=== Problem statement ===
Restate exactly the lines of the entries below, beginning with the first and ending with the line that holds "function drawText(font, color, halo, rows, align". Pictures are not copied.

───── Records provided

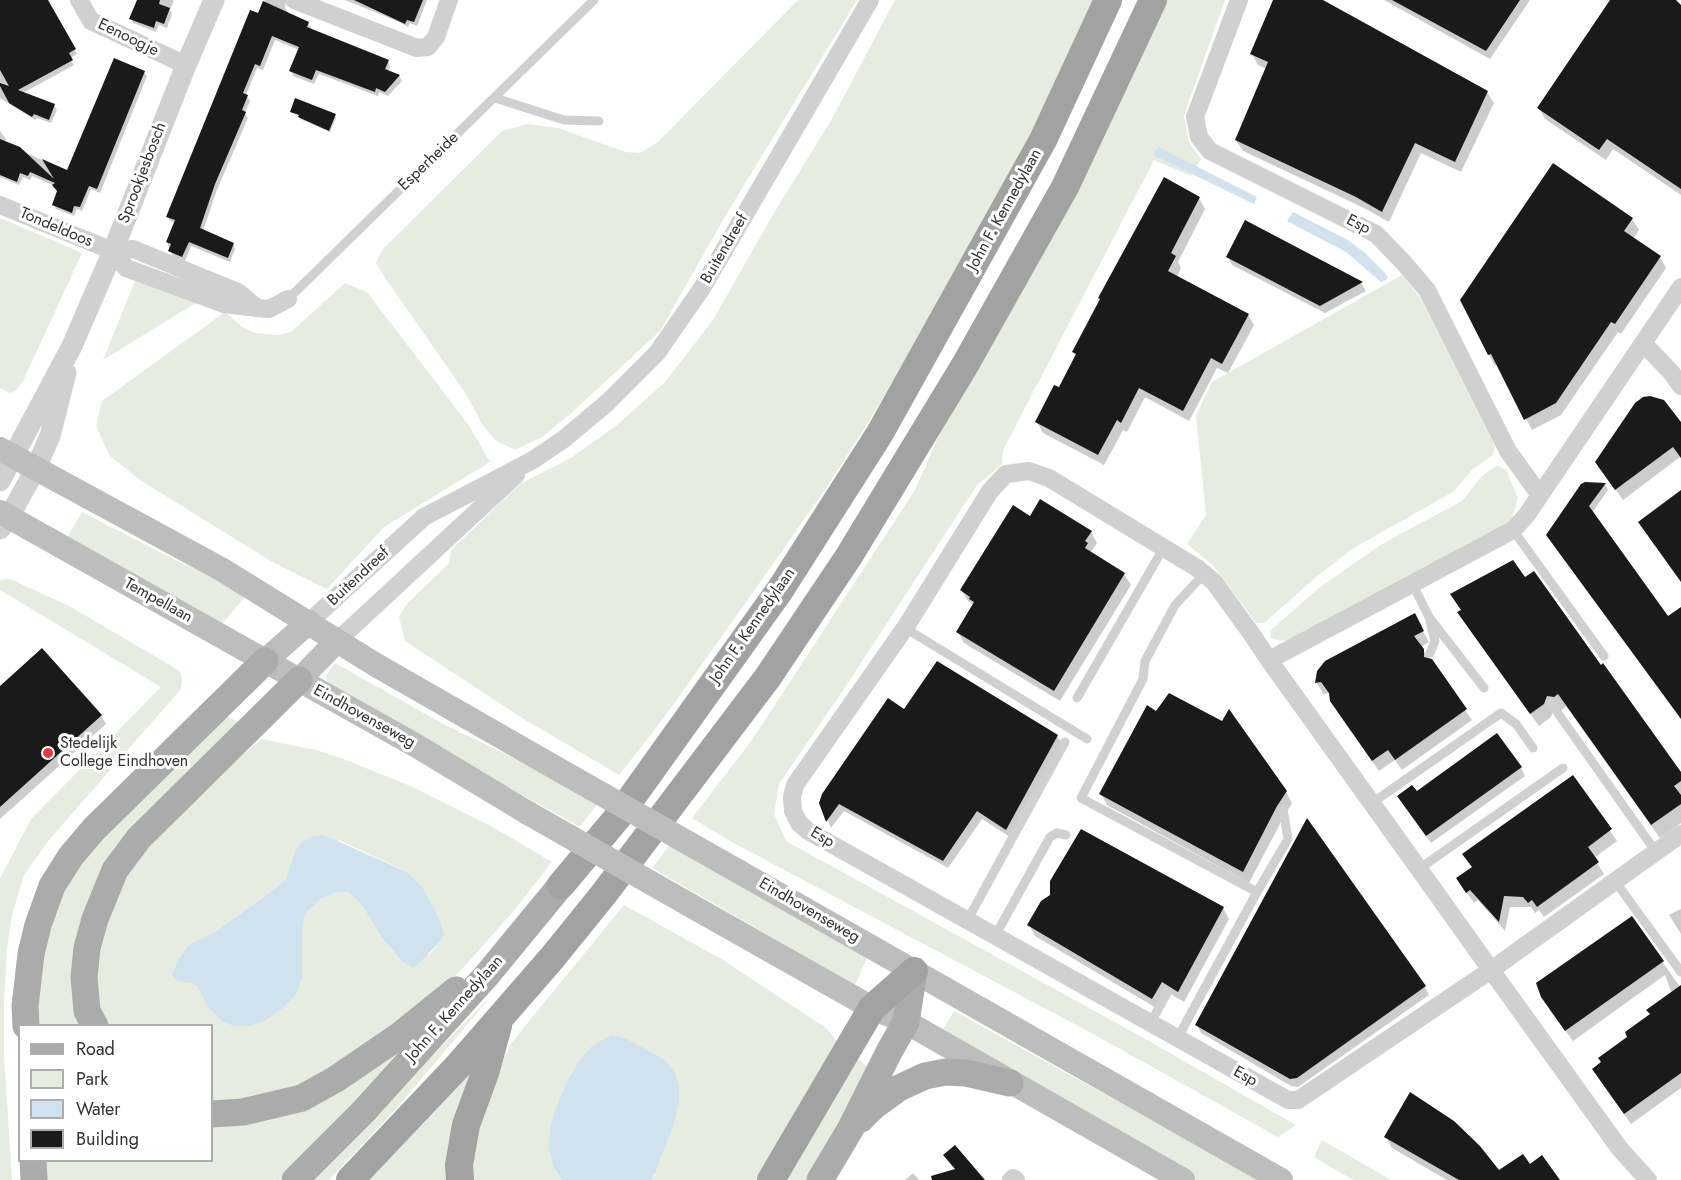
<!DOCTYPE html>
<html>
<head>
<meta charset="utf-8">
<style>
  body { margin:0 }
  #map { position:relative; width:1681px; height:1180px; overflow:hidden; background:#fff; font-family:Jost,sans-serif }
  canvas { display:block }
  .legend { position:absolute; left:18px; top:1024px; width:195px; height:138px; box-sizing:border-box; background:#fff; border:2px solid #adadad; margin:0; padding:8px 10px; list-style:none; font-size:18px; color:#333 }
  .legend li { display:flex; align-items:center; gap:12px; height:30px }
  .legend b { width:30px; border:2px solid #adadad }
</style>
</head>
<body>
<div id="map">
<canvas width="1681" height="1180"></canvas>
<ul class="legend">
<li><b style="height:8px;background:#ababab"></b>Road</li>
<li><b style="height:16px;background:#e6ecdf"></b>Park</li>
<li><b style="height:16px;background:#cfe2ee"></b>Water</li>
<li><b style="height:16px;background:#1a1a1a"></b>Building</li>
</ul>
</div>
<script>
const ctx = document.querySelector('canvas').getContext('2d');
ctx.lineJoin = 'round';
function paint(path, color) { ctx.fillStyle = color; ctx.fill(path, 'evenodd'); }
const poly = rows => new Path2D(rows.map(r => 'M' + r).join(''));
function trace(path, color, width, dash) { ctx.strokeStyle = color; ctx.lineWidth = width; ctx.lineCap = dash ? 'butt' : 'round'; ctx.setLineDash(dash || []); ctx.stroke(path); }
function drawText(font, color, halo, rows, align = 'center') {
  ctx.font = font + ' Jost,sans-serif'; ctx.lineWidth = 6; ctx.setLineDash([]); ctx.textBaseline = 'middle'; ctx.strokeStyle = halo; ctx.fillStyle = color; for (const [text, x, y, turn = 0] of rows) {
    ctx.save(); ctx.translate(x, y); ctx.rotate((+turn || 0) * Math.PI / 180); ctx.textAlign = isNaN(turn) ? turn : align; if (halo) ctx.strokeText(text, 0, 0); ctx.fillText(text, 0, 0); ctx.restore();
  }
}
paint(poly([
  [798,0,857,0,727,213,660,331,568,416,542,437,515,450,495,440,482,424,466,394,384,276,376,263,382,250,502,131,527,124,558,128,625,152,640,153,658,142],
  [895,0,1096,0,1032,138,924,329,869,421,826,488,749,598,663,719,619,775,522,718,405,641,399,617,406,605,449,563,451,550,520,484,571,458,617,425,665,382,713,320,774,213,832,119],
  [1163,0,1225,0,1184,115,1189,143,1201,159,1191,176,1154,160,1003,450,1002,464,977,485,846,686,779,784,774,814,786,841,1149,1041,1296,1125,1278,1137,1095,1035,730,841,692,818,752,740,915,490,947,417],
  [0,218,82,253,23,381,16,390,9,393,0,388],
  [1402,275,1419,296,1436,328,1495,446,1493,455,1472,470,1453,492,1352,549,1315,578,1264,623,1256,623,1213,565,1187,544,1206,515,1196,416,1212,382],
  [137,276,199,301,103,360],
  [345,283,367,292,470,427,490,462,384,527,327,589,269,560,140,480,110,456,96,426,102,401,225,312,242,327,255,333,278,335,291,332],
  [1497,465,1506,470,1518,498,1510,524,1295,638,1280,641,1271,638,1270,631,1319,588,1382,544,1462,501,1481,477],
  [82,512,185,565,206,571,248,593,222,624,63,544],
  [10,579,69,606,180,671,182,679,181,689,48,841,24,875,12,915,7,948,4,1003,4,1055,12,1180,0,1180,0,879,31,819,161,687,0,590,0,580],
  [335,663,445,725,508,755,598,803,580,827,334,690,328,683,326,676],
  [224,715,238,722,145,813,107,864,85,1025,35,1026,44,927,76,861],
  [262,739,316,750,341,758,413,787,491,826,552,862,511,914,462,969,417,1012,300,1091,212,1105,212,1026,104,1025,93,977,112,897,148,845,215,777],
  [339,840,409,873,424,889,437,914,441,941,430,954,394,952,382,938,363,907,353,896,347,892,334,893,321,899,305,914,302,931,302,979,296,995,283,1008,265,1021,251,1026,207,1006,197,986,190,983,189,946,215,932,276,888,286,878,291,866],
  [670,845,867,958,855,985,652,868],
  [624,905,723,960,826,1028,837,1041,762,1180,652,1180,655,1175,577,1063,567,1081,555,1110,554,1168,562,1180,468,1180,485,1096,512,1042],
  [493,994,395,1110,329,1180,310,1180],
  [954,1011,1260,1180,1192,1180,938,1038],
  [407,1048,279,1180,45,1180,44,1161,212,1160,212,1121,374,1065],
  [854,1056,871,1069,807,1180,781,1180],
  [475,1066,452,1180,367,1180],
  [1322,1140,1391,1180,1353,1180,1314,1157]
]), '#e6ecdf');
paint(poly([
  [1158,147,1257,197,1254,204,1153,155],
  [1293,212,1348,240,1365,253,1383,271,1388,277,1386,280,1381,282,1346,252,1287,221],
  [324,835,409,873,424,889,437,914,444,934,441,941,414,968,411,967,403,962,382,938,363,907,353,896,347,892,334,893,321,899,305,914,302,931,302,979,296,995,283,1008,265,1021,251,1026,233,1026,221,1020,207,1006,197,986,190,983,177,981,172,974,179,959,189,945,215,932,276,888,286,878,296,850,303,841,313,836],
  [611,1035,627,1039,656,1055,666,1061,676,1075,679,1087,679,1103,674,1123,652,1180,562,1180,554,1168,549,1148,550,1128,555,1110,567,1081,577,1063,592,1046]
]), '#cfe2ee');
paint(poly([
  [12,0,45,0,77,54,70,58,74,65,23,93,54,105,57,110,51,123,37,118,35,120,0,98,0,15],
  [138,0,174,0,170,10,172,14,167,28,159,25,156,32,133,23,131,18],
  [265,0,286,0,285,7,290,16,308,23,311,28,310,30,388,62,390,66,388,72,399,76,402,81,388,96,379,92,378,96,319,74,314,84,293,76,291,71,299,50,275,40,263,70,257,68,246,95,250,101,245,113,248,118,217,190,203,231,233,244,235,249,230,262,191,246,185,261,173,256,170,251,167,242,175,223,170,221,168,217],
  [345,0,427,0,417,26,410,23,408,27,397,21],
  [1275,0,1320,0,1487,92,1494,103,1461,172,1421,153,1389,222,1364,208,1243,151,1236,140,1267,69,1258,65,1252,54],
  [1384,0,1530,0,1490,59],
  [1612,0,1674,0,1681,7,1681,195,1613,149,1606,160,1545,119,1539,108],
  [144,72,147,76,100,193,91,189,82,211,77,209,74,216,56,209,54,205,59,192,53,185,32,176,30,180,23,177,19,185,0,177,0,131,6,139,5,143,68,172],
  [292,111,335,116,336,118,330,132,300,119,300,116],
  [1199,198,1205,209,1178,262,1181,268,1177,277,1248,315,1254,325,1228,373,1217,368,1189,421,1145,397,1127,432,1123,430,1104,465,1043,433,1037,422,1059,389,1076,357,1074,352],
  [1632,219,1639,230,1633,239,1660,257,1666,268,1621,334,1618,332,1561,415,1532,430,1498,364,1495,366,1489,355,1462,300],
  [1246,222,1361,283,1366,291,1325,313,1232,265,1228,257],
  [1681,425,1681,459,1680,457,1623,500,1604,473],
  [1605,484,1608,490,1592,513,1667,618,1681,620,1681,718,1552,541],
  [1030,518,1091,532,1097,543,1091,552,1124,574,1131,585,1060,701,964,643,958,632,974,605,968,601,961,590],
  [1420,626,1429,642,1421,647,1472,720,1402,770,1395,760,1379,771,1338,713,1329,693,1323,694,1317,683,1319,672],
  [1467,626,1681,774,1681,823,1660,838,1566,706,1562,710,1554,709,1551,717,1539,726],
  [0,688,101,716,106,724,0,819],
  [904,712,1057,736,1062,744,1010,837,982,819,948,868,844,811,831,828,821,803],
  [1521,768,1525,776,1431,843,1403,804,1416,793],
  [1573,777,1617,841,1594,858,1604,874,1544,917,1539,910,1535,913,1531,907,1510,907,1505,931,1478,900,1474,903,1464,889,1473,868,1464,854],
  [1286,792,1292,803,1283,818,1249,883,1107,805,1101,794],
  [1223,908,1229,919,1184,1002,1169,993,1158,1009,1035,936,1029,925],
  [1681,909,1681,934,1669,915],
  [1631,918,1681,988,1681,1088,1631,1124,1600,1080,1629,1038,1672,994,1665,975,1573,1041,1549,1009],
  [1425,987,1429,995,1298,1087,1291,1086,1201,1033,1197,1025],
  [1386,1137,1499,1172,1530,1166,1559,1180,1447,1180,1392,1148],
  [913,1173,919,1180,905,1180]
]), '#0003');
paint(poly([
  [0,0,48,0,76,49,69,53,73,60,18,90,55,104,49,120,34,114,32,117,9,103,0,86,0,83,9,86,0,70],
  [137,0,160,0,159,4,170,8,164,24,156,21,154,28,129,19],
  [354,0,423,0,414,22,407,20,405,24],
  [1273,0,1323,0,1488,91,1455,162,1415,143,1382,212,1356,197,1235,140,1268,62,1250,54],
  [1392,0,1520,0,1486,51],
  [1610,0,1676,0,1681,5,1681,189,1607,139,1599,150,1537,108],
  [263,1,309,22,307,27,389,60,385,69,400,75,385,92,376,88,375,92,316,70,312,80,289,71,299,47,272,36,260,66,255,64,243,93,248,95,242,110,246,112,215,184,200,228,234,243,228,258,189,242,182,257,168,251,171,244,166,242,175,220,166,217,250,10,258,13],
  [114,58,145,71,97,189,89,186,80,207,74,206,72,213,52,205,57,191,52,185,55,183,30,172,28,176,20,173,17,182,0,175,0,139,20,147,54,179,42,159,67,170],
  [295,98,336,114,329,131,298,117,299,115,290,112],
  [1553,163,1633,218,1624,231,1661,256,1615,324,1611,322,1556,403,1524,420,1491,354,1488,355,1460,300],
  [1164,177,1200,197,1171,253,1176,256,1168,271,1249,314,1222,364,1211,358,1183,411,1139,388,1121,423,1117,420,1098,455,1035,422,1054,385,1059,387,1076,354,1072,352,1100,299,1098,298],
  [1245,220,1363,282,1320,306,1253,271,1226,257],
  [1650,396,1664,400,1681,422,1681,458,1673,447,1615,490,1595,462,1635,403,1643,397],
  [1585,482,1606,483,1589,506,1668,616,1681,607,1681,719,1546,535,1581,484],
  [1681,490,1681,582,1638,522],
  [1040,499,1092,531,1085,541,1088,543,1085,548,1125,573,1054,691,956,632,974,602,969,599,970,597,960,590,1013,505,1030,516],
  [1513,560,1525,577,1534,571,1601,665,1603,663,1681,772,1681,781,1674,786,1681,795,1681,804,1651,825,1558,694,1554,697,1547,696,1544,704,1530,714,1457,612,1461,610,1450,594],
  [1415,613,1424,631,1414,636,1424,649,1424,657,1432,659,1467,709,1395,760,1388,750,1372,761,1330,701,1329,693,1321,682,1315,683,1317,671,1325,661],
  [42,648,102,715,0,807,0,686],
  [937,661,1058,735,1006,830,977,811,943,861,839,804,826,822,819,803,822,794,888,698,904,709],
  [1169,693,1222,721,1229,709,1287,791,1277,806,1243,872,1099,794,1147,705,1156,711],
  [1497,733,1522,767,1426,836,1397,796,1412,785,1417,791],
  [1573,775,1612,829,1588,847,1599,862,1537,907,1532,900,1528,903,1523,897,1504,896,1499,922,1470,890,1466,893,1456,878,1472,867,1462,854],
  [1307,818,1426,986,1297,1078,1290,1079,1195,1025],
  [1081,829,1224,907,1178,992,1162,982,1152,999,1027,925,1041,901,1050,895,1050,881],
  [1632,916,1664,961,1565,1031,1541,997,1536,983],
  [1681,985,1681,1073,1624,1114,1592,1069,1601,1062,1598,1058,1627,1037,1625,1032,1650,1014,1646,1010],
  [1410,1092,1454,1121,1480,1146,1499,1170,1523,1154,1530,1164,1542,1155,1560,1180,1459,1180,1384,1137],
  [955,1145,985,1180,932,1180,931,1176,955,1169,943,1155]
]), '#1a1a1a');
trace(poly([
  [495,98,564,120,599,121],
  [288,299,594,0],
  [1513,530,1604,656],
  [1204,574,1175,605,1145,661,1143,679,1081,798,1257,892],
  [1413,585,1429,617,1484,688],
  [905,628,1087,739],
  [1430,653,1435,641,1430,622],
  [1077,698,1164,547],
  [1550,702,1656,852],
  [1372,803,1501,713,1516,724,1533,748],
  [1419,869,1563,768],
  [1615,881,1681,972],
  [967,921,1065,742],
  [995,936,1050,837,1057,833,1066,835],
  [1150,1024,1167,993],
  [1177,1039,1257,892,1288,839,1283,809]
]), '#d0d0d0', 9);
trace(poly([
  [79,0,91,21,186,65],
  [294,0,417,48,428,47,436,37,449,0],
  [1239,0,1195,117,1199,137,1210,151,1376,234,1404,263,1427,290,1508,451,1539,494],
  [0,205,113,251,126,268,224,304,257,308,238,292,133,249,113,251],
  [257,308,269,309,288,299],
  [1644,344,1671,372,1681,386],
  [309,622,424,517,533,460,564,439,608,402,657,353,702,288,870,0],
  [337,641,516,475],
  [1269,660,1513,530,1526,516,1681,287],
  [1011,1180,1013,1178,1016,1180],
  [1648,1180,1620,1149,1491,970,1419,869,1269,660,1253,636,1214,582,1197,568,1049,478,1029,471,1006,474,990,491,907,625,795,785,792,797,793,811,799,823,808,831,1288,1100,1298,1100,1310,1092,1491,970,1681,834]
]), '#d0d0d0', 18);
trace(poly([
  [0,481,72,346,113,251,186,65,214,0],
  [0,529,9,517,35,470,50,436,66,373]
]), '#d0d0d0', 21);
trace(poly([
  [0,449,221,569,376,665,561,771],
  [0,512,415,745,528,813],
  [265,661,309,622],
  [299,680,337,641],
  [720,861,1281,1180],
  [688,904,872,1008,906,1022,1183,1180]
]), '#bdbdbd', 24);
trace(poly([
  [26,1026,25,1006,31,954,38,925,52,886,71,856,94,829,265,661],
  [95,1026,87,1011,84,977,87,948,95,919,115,870,139,838,299,680],
  [212,1114,243,1112,302,1098,336,1079,399,1036,456,990],
  [861,1119,874,1106,899,1088,925,1076,946,1072,966,1073,1010,1083],
  [33,1160,34,1180],
  [295,1180,364,1111,487,975,561,885],
  [820,1180,851,1128,890,1050,906,1022,914,971]
]), '#ababab', 27);
trace(poly([
  [561,885,617,818,780,590,880,433,1043,140,1108,0],
  [350,1180,458,1066,552,958,603,895,768,677,849,556,965,365,1065,187,1153,0],
  [460,1180,459,1165,466,1125,485,1073,498,1026],
  [771,1180,872,1008,914,971]
]), '#a2a2a2', 28);
trace(poly([
  [561,771,720,861],
  [528,813,688,904]
]), '#bdbdbd', 24);
for (const [x, y, r, color] of [
  [48,753,6,"#e63946"]
]) { const dot = new Path2D(); dot.arc(x, y, r, 0, 2 * Math.PI); ctx.fillStyle = color; ctx.fill(dot); trace(dot, '#fff', 2); }
drawText('16px', '#333', '#fff', [
  ["Eenoogje",128,38,26],
  ["Esperheide",429,162,-44],
  ["Sprookjesbosch",143,173,-69],
  ["John F. Kennedylaan",1005,210,-61],
  ["Esp",1358,225,27],
  ["Tondeldoos",56,228,23],
  ["Buitendreef",725,249,-60],
  ["Buitendreef",359,577,-43],
  ["Tempellaan",158,601,29],
  ["John F. Kennedylaan",753,626,-55],
  ["Eindhovenseweg",364,717,29],
  ["Esp",822,838,31],
  ["Eindhovenseweg",809,911,30],
  ["John F. Kennedylaan",455,1009,-48],
  ["Esp",1245,1077,29]
]);
drawText('16px', '#333', '#fff', [
  ["Stedelijk",60,744],
  ["College Eindhoven",60,762]
], 'left');
</script>
</body>
</html>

──────────

=== Expected answer ===
<!DOCTYPE html>
<html>
<head>
<meta charset="utf-8">
<style>
  body { margin:0 }
  #map { position:relative; width:1681px; height:1180px; overflow:hidden; background:#fff; font-family:Jost,sans-serif }
  canvas { display:block }
  .legend { position:absolute; left:18px; top:1024px; width:195px; height:138px; box-sizing:border-box; background:#fff; border:2px solid #adadad; margin:0; padding:8px 10px; list-style:none; font-size:18px; color:#333 }
  .legend li { display:flex; align-items:center; gap:12px; height:30px }
  .legend b { width:30px; border:2px solid #adadad }
</style>
</head>
<body>
<div id="map">
<canvas width="1681" height="1180"></canvas>
<ul class="legend">
<li><b style="height:8px;background:#ababab"></b>Road</li>
<li><b style="height:16px;background:#e6ecdf"></b>Park</li>
<li><b style="height:16px;background:#cfe2ee"></b>Water</li>
<li><b style="height:16px;background:#1a1a1a"></b>Building</li>
</ul>
</div>
<script>
const ctx = document.querySelector('canvas').getContext('2d');
ctx.lineJoin = 'round';
function paint(path, color) { ctx.fillStyle = color; ctx.fill(path, 'evenodd'); }
const poly = rows => new Path2D(rows.map(r => 'M' + r).join(''));
function trace(path, color, width, dash) { ctx.strokeStyle = color; ctx.lineWidth = width; ctx.lineCap = dash ? 'butt' : 'round'; ctx.setLineDash(dash || []); ctx.stroke(path); }
function drawText(font, color, halo, rows, align = 'center') {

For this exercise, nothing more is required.